Context: Cardiovascular disease (CVD) risk increases beginning at systolic blood pressure levels of 115 mm Hg. Use of antihypertensive medications among patients with a history of CVD or diabetes and without hypertension has been debated. Objective: To evaluate the effect of antihypertensive treatment on secondary prevention of CVD events and all-cause mortality among persons without clinically defined hypertension. Data Sources: Meta-analysis with systematic search of MEDLINE (1950 to week 3 of January 2011), EMBASE, and the Cochrane Collaboration Central Register of Controlled Clinical Trials and manual examination of references in selected articles and studies. Study Selection: From 874 potentially relevant publications, 25 trials that fulfilled the predetermined inclusion and exclusion criteria were included in the meta-analysis. Data Extraction: Information on participant characteristics, trial design and duration, treatment drug, dose, control, and clinical events were extracted using a standardized protocol. Outcomes included stroke, myocardial infarction (MI), congestive heart failure (CHF), composite CVD outcomes, CVD mortality, and all-cause mortality.
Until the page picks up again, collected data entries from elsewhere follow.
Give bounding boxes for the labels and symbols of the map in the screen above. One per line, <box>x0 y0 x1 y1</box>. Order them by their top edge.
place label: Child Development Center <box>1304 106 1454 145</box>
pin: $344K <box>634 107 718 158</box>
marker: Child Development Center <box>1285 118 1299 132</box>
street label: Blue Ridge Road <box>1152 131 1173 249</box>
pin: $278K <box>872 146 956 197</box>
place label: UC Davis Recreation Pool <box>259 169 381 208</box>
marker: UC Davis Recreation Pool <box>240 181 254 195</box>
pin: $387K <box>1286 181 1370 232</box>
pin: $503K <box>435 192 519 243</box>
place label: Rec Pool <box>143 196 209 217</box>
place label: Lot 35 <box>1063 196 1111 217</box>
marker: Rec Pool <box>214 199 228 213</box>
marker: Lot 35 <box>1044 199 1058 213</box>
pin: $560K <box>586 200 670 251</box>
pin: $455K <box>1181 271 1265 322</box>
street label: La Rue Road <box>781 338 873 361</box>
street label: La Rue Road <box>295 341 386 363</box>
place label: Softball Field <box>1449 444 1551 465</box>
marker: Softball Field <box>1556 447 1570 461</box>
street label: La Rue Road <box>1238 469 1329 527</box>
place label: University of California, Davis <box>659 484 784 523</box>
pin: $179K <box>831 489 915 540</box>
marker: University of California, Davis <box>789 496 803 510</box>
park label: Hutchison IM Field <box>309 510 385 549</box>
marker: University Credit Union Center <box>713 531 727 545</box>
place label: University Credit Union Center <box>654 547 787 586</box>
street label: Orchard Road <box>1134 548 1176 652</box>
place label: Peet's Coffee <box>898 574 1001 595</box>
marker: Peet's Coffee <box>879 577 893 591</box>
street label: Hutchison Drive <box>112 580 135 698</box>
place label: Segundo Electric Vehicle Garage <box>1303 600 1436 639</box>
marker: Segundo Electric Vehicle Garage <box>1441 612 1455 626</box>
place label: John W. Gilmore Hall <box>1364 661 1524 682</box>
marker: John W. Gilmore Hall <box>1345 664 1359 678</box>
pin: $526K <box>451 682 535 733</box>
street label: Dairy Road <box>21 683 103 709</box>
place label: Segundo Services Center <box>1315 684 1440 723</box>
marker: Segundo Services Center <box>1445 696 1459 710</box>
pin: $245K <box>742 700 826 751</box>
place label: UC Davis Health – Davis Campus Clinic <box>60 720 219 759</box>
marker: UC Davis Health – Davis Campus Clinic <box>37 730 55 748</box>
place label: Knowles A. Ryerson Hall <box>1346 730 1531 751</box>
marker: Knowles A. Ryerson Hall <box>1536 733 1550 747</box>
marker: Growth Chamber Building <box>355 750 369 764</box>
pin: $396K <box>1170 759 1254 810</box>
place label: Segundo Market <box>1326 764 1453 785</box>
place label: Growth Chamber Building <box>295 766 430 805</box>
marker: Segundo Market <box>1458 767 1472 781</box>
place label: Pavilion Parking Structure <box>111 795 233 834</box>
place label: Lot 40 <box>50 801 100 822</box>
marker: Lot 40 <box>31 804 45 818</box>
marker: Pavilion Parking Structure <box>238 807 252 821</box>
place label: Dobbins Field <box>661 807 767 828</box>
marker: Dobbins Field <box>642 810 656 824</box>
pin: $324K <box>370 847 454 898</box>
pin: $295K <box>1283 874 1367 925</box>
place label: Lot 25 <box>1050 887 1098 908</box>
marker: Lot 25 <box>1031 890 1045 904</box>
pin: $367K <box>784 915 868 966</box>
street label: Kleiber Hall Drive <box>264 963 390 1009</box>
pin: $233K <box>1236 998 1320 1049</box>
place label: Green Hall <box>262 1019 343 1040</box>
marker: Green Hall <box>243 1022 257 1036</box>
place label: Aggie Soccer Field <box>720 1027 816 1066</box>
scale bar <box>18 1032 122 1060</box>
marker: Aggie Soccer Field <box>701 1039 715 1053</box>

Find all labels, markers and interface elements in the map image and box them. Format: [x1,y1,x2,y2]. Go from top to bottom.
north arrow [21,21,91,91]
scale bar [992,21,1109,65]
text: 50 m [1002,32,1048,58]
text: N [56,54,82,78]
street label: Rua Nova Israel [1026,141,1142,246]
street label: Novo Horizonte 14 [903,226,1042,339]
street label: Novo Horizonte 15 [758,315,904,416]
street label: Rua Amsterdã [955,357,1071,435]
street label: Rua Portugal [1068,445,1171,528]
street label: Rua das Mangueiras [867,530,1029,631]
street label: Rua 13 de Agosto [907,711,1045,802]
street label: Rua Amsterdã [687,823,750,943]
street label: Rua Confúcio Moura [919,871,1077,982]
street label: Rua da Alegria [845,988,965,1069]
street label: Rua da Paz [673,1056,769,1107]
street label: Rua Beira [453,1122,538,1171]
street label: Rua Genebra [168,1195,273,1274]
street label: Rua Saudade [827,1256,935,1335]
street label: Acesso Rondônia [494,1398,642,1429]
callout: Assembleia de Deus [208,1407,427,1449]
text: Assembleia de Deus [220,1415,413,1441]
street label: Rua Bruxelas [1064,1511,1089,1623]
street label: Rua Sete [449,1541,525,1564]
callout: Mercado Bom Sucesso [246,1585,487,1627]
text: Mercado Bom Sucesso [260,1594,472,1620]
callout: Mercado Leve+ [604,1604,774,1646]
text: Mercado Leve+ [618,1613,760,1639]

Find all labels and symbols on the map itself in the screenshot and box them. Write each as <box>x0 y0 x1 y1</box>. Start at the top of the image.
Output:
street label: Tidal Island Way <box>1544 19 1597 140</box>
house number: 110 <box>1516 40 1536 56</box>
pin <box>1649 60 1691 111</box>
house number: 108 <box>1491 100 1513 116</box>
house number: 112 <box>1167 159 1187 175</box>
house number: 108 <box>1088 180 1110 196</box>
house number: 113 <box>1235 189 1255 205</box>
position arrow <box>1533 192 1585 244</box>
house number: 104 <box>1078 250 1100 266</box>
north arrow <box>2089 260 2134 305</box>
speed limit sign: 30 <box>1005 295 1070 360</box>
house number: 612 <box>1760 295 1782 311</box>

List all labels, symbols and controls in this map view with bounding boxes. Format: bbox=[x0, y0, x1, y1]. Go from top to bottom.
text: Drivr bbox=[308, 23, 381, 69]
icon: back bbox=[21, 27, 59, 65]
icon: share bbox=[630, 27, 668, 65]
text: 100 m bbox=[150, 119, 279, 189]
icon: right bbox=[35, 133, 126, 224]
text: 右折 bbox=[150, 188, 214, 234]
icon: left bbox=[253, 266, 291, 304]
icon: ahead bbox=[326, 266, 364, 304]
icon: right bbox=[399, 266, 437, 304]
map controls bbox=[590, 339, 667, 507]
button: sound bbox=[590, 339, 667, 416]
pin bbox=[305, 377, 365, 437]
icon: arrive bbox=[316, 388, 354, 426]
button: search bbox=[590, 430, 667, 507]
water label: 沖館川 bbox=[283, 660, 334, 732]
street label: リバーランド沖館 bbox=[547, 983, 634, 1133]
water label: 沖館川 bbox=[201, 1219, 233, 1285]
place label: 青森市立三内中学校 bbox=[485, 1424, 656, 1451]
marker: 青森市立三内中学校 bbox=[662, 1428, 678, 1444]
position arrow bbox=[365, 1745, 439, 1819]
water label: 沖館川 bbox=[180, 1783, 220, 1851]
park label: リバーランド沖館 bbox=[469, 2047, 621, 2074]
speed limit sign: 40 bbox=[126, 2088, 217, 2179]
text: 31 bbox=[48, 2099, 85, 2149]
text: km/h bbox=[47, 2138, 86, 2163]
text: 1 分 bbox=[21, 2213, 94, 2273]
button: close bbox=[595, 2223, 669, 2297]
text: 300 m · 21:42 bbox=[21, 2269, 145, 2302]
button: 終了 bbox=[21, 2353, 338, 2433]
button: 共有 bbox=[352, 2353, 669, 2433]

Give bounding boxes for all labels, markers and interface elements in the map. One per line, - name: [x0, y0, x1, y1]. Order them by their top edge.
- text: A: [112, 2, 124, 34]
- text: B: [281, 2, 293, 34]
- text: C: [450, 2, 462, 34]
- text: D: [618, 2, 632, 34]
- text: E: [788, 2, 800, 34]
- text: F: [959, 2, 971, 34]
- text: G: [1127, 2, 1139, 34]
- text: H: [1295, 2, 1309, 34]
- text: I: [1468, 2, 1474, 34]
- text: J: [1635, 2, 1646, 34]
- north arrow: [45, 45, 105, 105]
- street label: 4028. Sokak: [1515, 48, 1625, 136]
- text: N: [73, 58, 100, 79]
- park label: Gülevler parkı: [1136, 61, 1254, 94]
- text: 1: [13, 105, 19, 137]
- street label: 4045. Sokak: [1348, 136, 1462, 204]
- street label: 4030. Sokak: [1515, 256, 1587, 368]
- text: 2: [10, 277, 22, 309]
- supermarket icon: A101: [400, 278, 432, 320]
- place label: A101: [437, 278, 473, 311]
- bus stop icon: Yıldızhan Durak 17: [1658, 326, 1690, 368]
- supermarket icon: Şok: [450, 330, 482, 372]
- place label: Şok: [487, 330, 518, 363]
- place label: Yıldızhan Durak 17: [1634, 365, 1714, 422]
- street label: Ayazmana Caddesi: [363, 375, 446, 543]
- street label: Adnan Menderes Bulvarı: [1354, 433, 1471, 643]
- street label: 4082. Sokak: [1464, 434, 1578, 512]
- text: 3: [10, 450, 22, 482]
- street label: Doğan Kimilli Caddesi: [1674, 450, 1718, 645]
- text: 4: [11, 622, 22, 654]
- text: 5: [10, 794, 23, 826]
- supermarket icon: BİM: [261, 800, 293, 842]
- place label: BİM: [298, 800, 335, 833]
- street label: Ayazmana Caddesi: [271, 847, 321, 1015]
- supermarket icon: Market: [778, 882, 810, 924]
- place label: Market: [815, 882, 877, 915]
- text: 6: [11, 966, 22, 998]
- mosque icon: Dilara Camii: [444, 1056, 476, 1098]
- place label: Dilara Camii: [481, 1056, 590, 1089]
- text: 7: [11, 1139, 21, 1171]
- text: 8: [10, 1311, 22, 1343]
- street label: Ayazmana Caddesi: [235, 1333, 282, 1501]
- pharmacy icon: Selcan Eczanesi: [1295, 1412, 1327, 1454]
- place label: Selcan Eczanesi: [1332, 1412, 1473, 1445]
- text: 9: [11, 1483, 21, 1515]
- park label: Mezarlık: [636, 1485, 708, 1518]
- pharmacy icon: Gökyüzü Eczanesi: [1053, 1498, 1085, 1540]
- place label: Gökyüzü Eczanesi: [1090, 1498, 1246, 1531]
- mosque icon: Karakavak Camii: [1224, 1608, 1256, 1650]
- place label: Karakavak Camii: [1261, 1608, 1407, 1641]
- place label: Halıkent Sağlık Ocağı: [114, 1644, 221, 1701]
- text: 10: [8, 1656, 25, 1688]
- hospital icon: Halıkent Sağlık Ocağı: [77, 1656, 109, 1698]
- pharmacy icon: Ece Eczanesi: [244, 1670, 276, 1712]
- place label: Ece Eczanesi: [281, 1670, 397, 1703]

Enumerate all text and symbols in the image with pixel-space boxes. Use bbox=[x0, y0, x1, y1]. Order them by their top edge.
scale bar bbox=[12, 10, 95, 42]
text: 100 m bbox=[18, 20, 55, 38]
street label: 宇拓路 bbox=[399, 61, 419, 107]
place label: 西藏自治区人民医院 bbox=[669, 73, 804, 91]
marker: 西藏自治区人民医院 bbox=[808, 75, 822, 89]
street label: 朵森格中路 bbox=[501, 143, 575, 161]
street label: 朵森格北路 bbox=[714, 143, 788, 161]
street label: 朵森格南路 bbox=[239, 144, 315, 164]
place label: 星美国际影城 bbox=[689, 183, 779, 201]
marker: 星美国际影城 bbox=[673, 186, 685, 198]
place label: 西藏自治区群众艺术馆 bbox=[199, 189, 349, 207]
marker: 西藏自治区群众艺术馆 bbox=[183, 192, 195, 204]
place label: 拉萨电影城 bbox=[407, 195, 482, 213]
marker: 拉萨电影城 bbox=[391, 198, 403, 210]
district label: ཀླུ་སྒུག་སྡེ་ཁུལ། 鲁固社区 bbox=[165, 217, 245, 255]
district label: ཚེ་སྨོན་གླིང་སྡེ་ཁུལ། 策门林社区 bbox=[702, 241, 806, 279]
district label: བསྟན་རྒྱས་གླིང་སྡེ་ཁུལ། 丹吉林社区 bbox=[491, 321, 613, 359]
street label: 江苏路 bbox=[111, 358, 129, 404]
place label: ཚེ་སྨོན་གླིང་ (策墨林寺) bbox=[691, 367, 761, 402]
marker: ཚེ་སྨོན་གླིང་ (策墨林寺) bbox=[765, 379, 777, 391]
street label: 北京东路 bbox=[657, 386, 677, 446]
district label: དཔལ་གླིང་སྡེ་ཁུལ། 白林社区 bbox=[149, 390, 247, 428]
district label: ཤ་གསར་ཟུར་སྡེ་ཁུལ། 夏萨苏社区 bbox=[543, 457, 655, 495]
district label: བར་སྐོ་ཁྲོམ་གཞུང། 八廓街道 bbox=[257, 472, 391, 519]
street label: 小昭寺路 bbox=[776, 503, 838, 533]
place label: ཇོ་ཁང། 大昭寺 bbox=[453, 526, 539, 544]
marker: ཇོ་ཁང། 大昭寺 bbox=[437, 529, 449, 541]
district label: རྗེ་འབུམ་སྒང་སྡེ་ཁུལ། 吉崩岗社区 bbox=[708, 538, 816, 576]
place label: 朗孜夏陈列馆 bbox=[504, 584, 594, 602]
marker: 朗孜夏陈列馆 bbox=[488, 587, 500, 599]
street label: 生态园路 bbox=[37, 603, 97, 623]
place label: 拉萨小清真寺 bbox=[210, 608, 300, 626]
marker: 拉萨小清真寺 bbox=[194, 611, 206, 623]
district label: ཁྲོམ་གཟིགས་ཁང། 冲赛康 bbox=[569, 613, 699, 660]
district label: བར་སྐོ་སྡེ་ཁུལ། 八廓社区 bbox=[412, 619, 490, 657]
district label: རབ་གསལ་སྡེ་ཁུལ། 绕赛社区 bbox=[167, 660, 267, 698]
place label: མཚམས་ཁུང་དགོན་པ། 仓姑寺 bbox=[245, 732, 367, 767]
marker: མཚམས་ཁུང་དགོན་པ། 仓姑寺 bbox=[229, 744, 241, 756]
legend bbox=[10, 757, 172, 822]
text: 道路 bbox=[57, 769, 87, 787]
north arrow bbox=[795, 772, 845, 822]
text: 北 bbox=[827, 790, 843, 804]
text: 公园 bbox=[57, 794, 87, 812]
Results: Comparedwith controls, participants receiving antihypertensive medicationshad a pooled relative risk of 0.77 (95% confidence interval [CI], 0.61 to 0.98) for stroke, 0.80 (95% CI, 0.69 to 0.93) for MI, 0.71 (95% CI, 0.65 to 0.77) for CHF, 0.85 (95% CI, 0.80 to 0.90) for composite CVD events, 0.83 (95% CI, 0.69 to 0.99) for CVD mortality, and 0.87 (95% CI, 0.80 to 0.95) for all-cause mortality from random-effects models. The corresponding absolute risk reductions per 1000 persons were -7.7 (95% CI, -15.2 to -0.3) for stroke, -13.3 (95% CI, -28.4 to 1.7) for MI, -43.6 (95% CI, -65.2 to -22.0) for CHF events, -27.1(95%CI, -40.3 to -13.9) for composite CVD events, -15.4(95%CI, -32.5 to 1.7) for CVD mortality, and -13.7 (95% CI, -24.6 to -2.8) for all-cause mortality. Results did not differ according to trial characteristics or subgroups defined by clinical history. Conclusions: Among patients with clinical history of CVD but without hypertension, antihypertensive treatment was associated with decreased risk of stroke, CHF, composite CVD events, and all-cause mortality. Additional randomized trial data are necessary to assess these outcomes in patients without CVD clinical recommendations.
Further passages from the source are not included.